▸ ASSIGNED TASK
Read the lines below, and copy any that contain the string "family".

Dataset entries
○ ○ ○ ○ ○

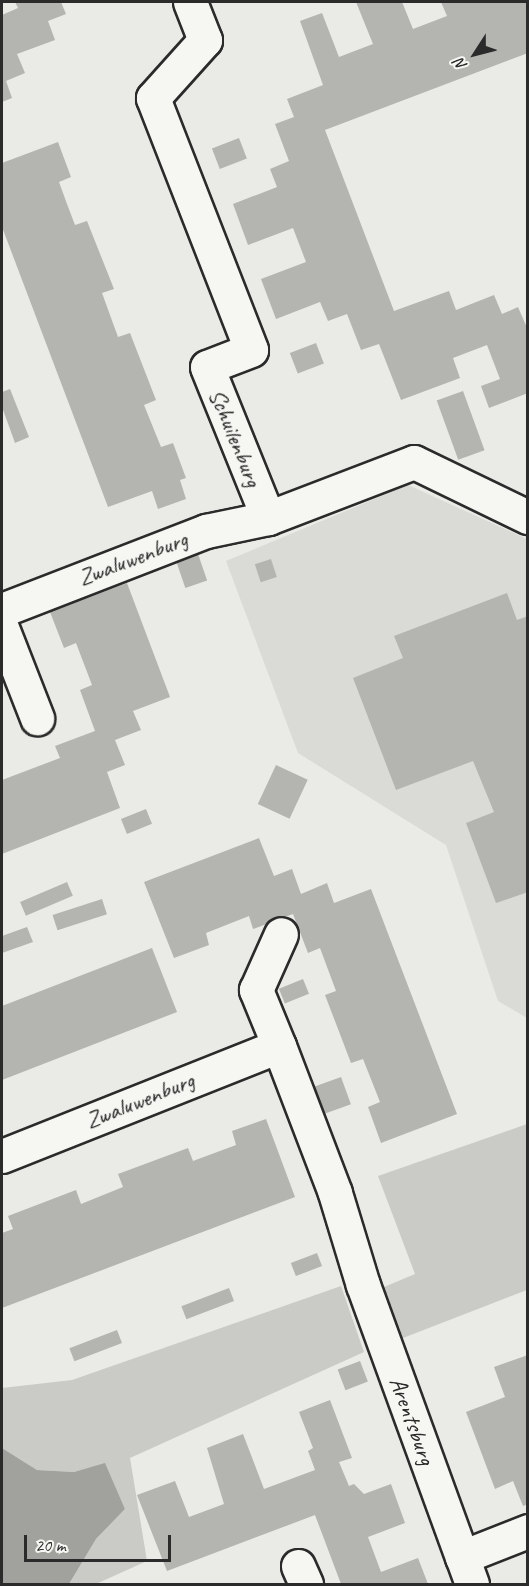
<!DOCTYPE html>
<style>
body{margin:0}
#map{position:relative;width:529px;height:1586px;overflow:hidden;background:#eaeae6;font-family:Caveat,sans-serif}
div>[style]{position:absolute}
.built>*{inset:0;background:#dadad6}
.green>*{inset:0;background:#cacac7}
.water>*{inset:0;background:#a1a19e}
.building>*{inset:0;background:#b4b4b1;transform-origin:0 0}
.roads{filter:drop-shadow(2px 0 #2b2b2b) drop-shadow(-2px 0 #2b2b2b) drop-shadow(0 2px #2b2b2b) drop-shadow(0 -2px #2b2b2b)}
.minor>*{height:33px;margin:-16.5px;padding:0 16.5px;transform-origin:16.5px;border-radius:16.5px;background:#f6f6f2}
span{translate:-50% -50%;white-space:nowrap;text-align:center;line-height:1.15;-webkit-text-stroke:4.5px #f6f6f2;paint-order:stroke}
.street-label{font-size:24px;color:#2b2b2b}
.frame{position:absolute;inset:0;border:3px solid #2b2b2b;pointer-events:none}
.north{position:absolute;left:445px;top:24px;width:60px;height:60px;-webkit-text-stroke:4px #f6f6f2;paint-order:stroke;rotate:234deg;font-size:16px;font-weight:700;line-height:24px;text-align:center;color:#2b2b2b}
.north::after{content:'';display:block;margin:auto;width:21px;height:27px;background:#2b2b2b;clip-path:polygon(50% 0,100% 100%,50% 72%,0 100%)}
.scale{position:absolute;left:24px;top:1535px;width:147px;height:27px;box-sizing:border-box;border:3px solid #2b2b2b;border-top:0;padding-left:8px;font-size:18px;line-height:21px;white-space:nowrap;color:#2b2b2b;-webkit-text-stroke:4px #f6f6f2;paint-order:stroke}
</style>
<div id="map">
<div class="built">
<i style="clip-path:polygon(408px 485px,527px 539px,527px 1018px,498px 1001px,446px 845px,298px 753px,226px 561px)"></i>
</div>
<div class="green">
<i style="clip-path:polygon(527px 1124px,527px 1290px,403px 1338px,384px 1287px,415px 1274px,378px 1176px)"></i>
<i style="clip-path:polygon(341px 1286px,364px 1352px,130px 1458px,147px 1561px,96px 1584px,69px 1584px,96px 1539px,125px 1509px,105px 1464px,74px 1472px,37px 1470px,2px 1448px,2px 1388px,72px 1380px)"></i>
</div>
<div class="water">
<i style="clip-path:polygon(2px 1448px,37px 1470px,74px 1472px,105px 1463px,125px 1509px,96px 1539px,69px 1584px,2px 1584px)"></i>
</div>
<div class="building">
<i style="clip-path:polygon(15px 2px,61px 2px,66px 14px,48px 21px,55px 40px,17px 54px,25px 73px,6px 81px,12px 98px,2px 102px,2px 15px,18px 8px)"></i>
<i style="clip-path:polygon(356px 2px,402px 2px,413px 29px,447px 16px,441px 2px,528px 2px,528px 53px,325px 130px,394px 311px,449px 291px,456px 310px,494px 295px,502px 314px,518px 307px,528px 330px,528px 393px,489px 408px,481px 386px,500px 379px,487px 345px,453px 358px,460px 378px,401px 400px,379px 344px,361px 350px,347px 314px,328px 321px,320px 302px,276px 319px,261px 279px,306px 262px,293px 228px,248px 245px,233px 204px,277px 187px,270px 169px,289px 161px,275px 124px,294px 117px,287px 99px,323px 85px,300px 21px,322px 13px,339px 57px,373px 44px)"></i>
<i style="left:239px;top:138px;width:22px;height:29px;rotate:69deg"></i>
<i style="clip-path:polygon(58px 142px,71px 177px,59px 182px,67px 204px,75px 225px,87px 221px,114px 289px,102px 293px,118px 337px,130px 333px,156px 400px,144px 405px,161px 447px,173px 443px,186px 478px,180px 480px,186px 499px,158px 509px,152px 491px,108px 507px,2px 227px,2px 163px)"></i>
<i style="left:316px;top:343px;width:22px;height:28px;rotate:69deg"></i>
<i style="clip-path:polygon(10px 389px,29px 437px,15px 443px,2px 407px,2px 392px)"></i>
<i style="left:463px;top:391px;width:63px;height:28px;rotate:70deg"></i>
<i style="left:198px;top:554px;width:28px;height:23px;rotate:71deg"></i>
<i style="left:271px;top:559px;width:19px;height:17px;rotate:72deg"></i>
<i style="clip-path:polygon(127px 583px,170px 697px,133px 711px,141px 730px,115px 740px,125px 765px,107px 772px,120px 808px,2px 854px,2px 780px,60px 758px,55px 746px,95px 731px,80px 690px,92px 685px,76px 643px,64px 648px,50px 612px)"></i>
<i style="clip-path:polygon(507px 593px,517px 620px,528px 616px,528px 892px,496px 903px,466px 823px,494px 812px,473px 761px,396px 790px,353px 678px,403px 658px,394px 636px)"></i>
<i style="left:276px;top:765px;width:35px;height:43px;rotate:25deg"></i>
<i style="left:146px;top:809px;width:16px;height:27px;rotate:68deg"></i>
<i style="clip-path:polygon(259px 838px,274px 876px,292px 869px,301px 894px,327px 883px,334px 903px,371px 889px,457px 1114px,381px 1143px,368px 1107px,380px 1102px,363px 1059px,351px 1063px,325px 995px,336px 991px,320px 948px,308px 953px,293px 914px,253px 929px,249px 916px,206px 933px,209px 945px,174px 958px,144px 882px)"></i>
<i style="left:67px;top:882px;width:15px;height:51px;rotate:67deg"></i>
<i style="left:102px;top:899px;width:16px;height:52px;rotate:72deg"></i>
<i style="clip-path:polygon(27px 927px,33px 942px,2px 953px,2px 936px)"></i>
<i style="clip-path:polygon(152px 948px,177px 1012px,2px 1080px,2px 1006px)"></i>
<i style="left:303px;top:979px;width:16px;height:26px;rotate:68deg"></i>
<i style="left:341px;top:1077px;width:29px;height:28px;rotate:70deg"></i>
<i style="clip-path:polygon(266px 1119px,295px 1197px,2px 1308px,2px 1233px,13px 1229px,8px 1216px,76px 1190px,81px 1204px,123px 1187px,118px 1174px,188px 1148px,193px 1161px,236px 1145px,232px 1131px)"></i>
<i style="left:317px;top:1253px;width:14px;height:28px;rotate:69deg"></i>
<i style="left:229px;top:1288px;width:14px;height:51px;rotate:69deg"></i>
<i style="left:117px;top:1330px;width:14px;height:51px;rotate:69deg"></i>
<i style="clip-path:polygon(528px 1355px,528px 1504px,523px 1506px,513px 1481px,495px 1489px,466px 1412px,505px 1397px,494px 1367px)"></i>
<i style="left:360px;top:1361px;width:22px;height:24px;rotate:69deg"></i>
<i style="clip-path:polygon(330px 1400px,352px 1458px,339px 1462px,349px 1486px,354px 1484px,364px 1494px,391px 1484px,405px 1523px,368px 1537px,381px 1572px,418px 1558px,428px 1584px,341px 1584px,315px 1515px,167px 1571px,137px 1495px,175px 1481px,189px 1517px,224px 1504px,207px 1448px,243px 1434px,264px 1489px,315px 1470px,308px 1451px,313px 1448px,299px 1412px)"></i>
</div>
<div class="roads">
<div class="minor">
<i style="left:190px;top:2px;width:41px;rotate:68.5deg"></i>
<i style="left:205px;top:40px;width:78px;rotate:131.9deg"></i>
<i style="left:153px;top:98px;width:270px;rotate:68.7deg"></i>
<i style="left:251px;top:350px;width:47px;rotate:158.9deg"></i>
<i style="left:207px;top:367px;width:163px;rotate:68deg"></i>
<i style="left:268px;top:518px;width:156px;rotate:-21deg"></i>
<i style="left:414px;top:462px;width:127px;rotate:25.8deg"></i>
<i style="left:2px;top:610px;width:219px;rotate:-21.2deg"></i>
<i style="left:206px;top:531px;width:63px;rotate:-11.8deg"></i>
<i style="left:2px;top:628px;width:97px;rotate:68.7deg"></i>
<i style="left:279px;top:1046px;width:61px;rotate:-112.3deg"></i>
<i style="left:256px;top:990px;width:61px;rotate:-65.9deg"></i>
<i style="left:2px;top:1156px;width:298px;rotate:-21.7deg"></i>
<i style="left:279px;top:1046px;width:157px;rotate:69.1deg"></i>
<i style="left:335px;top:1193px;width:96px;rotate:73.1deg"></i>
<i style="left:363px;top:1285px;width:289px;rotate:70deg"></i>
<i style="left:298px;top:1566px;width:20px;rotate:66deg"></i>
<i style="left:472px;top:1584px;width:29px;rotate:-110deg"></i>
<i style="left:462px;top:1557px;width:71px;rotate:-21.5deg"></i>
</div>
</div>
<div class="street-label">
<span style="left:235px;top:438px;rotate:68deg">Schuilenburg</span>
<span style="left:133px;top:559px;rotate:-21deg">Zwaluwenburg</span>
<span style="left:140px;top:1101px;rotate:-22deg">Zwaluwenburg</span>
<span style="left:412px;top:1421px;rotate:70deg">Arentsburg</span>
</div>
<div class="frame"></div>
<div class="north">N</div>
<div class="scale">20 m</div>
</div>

○ ○ ○ ○ ○

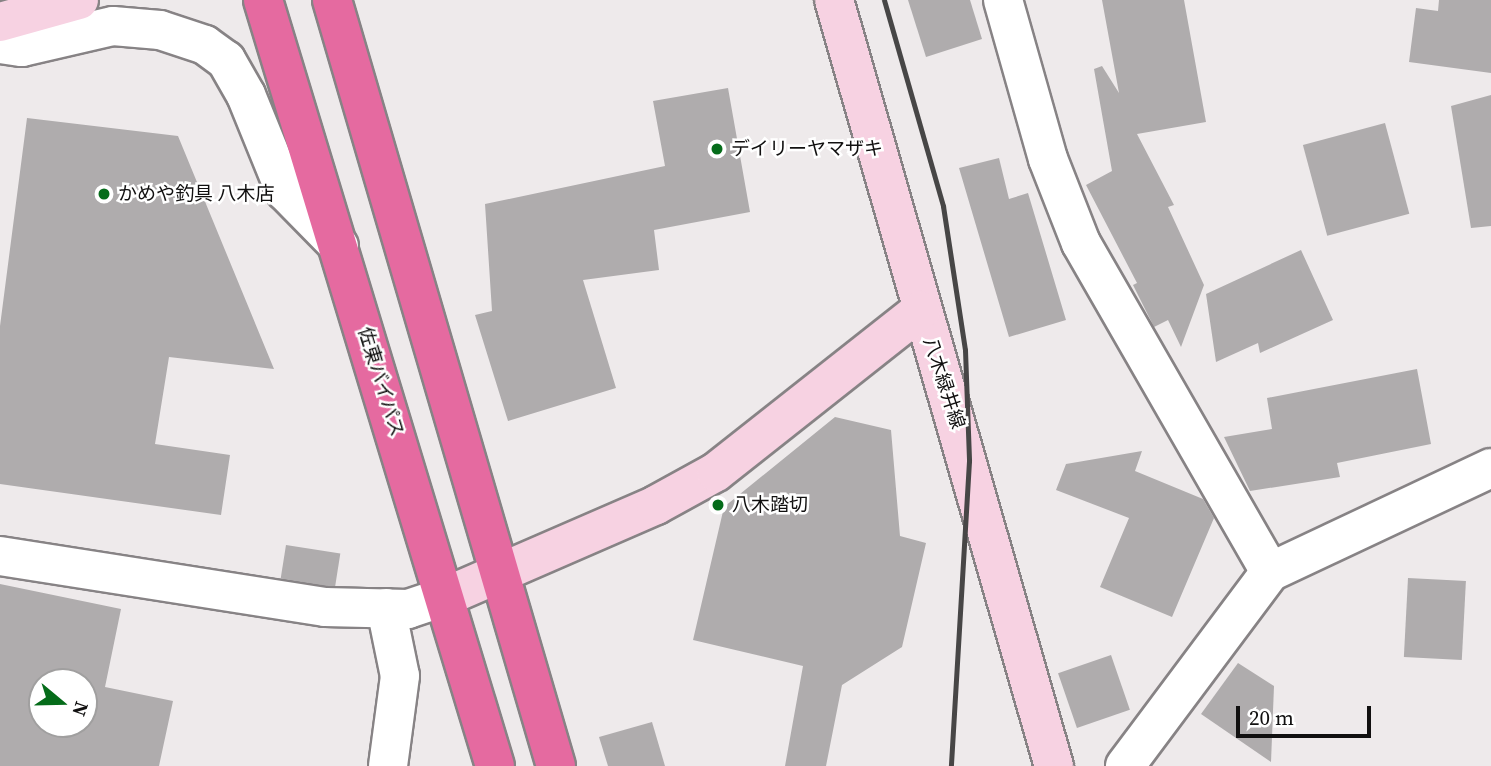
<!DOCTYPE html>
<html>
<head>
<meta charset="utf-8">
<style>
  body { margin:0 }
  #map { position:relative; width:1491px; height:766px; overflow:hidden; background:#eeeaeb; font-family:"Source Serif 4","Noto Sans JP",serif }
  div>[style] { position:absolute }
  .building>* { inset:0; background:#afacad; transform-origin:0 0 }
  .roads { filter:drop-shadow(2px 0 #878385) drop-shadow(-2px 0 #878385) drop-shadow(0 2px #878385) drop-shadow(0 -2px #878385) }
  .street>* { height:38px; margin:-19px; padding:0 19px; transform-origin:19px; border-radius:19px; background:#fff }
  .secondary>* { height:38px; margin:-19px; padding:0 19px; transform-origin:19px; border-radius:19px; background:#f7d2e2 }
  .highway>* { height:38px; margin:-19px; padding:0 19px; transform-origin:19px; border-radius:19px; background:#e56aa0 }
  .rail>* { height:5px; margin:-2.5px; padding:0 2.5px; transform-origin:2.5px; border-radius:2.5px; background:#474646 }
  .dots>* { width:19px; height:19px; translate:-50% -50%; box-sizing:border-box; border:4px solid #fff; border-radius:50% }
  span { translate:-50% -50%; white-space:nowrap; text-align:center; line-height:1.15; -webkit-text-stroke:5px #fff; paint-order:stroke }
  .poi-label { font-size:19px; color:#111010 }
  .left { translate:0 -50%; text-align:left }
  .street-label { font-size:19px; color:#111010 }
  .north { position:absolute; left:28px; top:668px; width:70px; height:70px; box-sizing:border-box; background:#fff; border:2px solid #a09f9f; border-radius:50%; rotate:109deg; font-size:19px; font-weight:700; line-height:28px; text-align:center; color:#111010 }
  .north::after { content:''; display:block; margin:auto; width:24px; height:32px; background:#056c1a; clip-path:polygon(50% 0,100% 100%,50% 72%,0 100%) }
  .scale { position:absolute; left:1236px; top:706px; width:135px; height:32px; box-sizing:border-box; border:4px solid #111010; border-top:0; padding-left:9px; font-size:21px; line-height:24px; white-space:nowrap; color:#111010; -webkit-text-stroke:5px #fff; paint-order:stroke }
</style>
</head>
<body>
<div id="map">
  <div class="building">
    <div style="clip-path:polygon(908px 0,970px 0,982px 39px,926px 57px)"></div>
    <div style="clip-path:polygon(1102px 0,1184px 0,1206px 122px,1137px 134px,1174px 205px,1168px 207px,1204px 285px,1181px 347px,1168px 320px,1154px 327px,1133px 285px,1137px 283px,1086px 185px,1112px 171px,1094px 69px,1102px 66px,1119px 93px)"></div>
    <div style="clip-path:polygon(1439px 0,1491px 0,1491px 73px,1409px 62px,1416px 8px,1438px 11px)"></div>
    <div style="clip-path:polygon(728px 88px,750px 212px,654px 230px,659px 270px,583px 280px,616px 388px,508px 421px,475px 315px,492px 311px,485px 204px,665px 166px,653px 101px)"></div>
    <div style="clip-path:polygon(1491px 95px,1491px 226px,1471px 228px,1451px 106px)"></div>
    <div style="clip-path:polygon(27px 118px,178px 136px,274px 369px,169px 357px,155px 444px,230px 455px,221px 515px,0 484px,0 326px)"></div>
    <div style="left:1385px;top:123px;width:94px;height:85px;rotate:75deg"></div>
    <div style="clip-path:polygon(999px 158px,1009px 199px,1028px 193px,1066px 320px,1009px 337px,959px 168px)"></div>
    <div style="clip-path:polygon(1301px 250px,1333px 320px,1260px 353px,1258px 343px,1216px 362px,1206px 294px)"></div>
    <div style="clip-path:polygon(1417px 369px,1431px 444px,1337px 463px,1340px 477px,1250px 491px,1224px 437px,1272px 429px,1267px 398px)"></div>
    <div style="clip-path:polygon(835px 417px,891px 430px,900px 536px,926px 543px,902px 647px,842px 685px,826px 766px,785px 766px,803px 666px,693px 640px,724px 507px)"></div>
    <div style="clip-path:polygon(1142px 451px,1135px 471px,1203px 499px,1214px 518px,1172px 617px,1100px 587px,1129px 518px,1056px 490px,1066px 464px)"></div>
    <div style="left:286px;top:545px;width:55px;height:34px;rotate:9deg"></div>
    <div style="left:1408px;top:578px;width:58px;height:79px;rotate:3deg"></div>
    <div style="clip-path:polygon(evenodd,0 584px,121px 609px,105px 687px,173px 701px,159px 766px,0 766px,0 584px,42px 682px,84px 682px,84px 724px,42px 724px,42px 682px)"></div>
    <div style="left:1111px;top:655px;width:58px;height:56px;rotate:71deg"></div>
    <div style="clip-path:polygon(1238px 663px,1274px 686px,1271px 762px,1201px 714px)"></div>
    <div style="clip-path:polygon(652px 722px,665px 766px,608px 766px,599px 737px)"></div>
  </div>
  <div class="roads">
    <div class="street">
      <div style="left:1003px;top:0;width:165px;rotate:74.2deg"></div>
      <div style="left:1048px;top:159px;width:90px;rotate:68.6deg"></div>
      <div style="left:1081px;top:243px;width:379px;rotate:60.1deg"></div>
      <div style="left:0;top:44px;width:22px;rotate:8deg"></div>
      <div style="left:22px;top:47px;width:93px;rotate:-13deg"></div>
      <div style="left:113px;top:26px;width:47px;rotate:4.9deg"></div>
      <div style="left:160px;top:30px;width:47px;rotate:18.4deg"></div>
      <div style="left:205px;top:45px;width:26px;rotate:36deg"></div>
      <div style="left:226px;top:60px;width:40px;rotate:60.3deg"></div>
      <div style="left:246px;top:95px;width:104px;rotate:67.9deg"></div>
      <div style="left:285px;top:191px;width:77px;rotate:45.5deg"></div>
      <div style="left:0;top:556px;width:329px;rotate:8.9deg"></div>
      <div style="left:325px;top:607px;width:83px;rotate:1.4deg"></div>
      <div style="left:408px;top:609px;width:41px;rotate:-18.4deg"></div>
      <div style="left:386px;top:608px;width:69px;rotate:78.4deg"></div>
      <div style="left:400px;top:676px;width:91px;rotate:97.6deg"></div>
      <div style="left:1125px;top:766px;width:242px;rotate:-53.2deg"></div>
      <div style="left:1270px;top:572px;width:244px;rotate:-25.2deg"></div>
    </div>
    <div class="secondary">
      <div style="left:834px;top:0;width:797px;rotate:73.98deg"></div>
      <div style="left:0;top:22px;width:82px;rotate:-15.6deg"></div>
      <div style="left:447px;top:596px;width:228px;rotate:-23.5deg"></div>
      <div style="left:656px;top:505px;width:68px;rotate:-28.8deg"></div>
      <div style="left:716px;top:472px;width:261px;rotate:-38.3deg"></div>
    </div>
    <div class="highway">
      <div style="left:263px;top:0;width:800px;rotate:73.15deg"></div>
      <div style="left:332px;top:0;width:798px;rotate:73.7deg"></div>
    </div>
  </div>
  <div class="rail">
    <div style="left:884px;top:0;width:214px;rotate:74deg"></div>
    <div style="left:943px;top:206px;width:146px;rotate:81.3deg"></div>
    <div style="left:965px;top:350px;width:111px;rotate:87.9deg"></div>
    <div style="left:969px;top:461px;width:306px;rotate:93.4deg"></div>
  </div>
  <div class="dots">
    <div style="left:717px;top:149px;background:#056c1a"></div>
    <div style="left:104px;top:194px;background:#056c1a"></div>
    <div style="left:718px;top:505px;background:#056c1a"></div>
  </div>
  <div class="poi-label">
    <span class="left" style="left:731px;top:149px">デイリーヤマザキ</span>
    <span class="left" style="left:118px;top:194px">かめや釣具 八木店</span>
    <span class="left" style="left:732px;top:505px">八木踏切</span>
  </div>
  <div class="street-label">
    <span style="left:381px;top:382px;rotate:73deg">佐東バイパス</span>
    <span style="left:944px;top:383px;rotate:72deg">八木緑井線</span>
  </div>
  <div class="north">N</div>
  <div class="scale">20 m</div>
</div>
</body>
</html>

○ ○ ○ ○ ○

▸ EXPECTED OUTPUT
#map{position:relative;width:529px;height:1586px;overflow:hidden;background:#eaeae6;font-family:Caveat,sans-serif}
  #map { position:relative; width:1491px; height:766px; overflow:hidden; background:#eeeaeb; font-family:"Source Serif 4","Noto Sans JP",serif }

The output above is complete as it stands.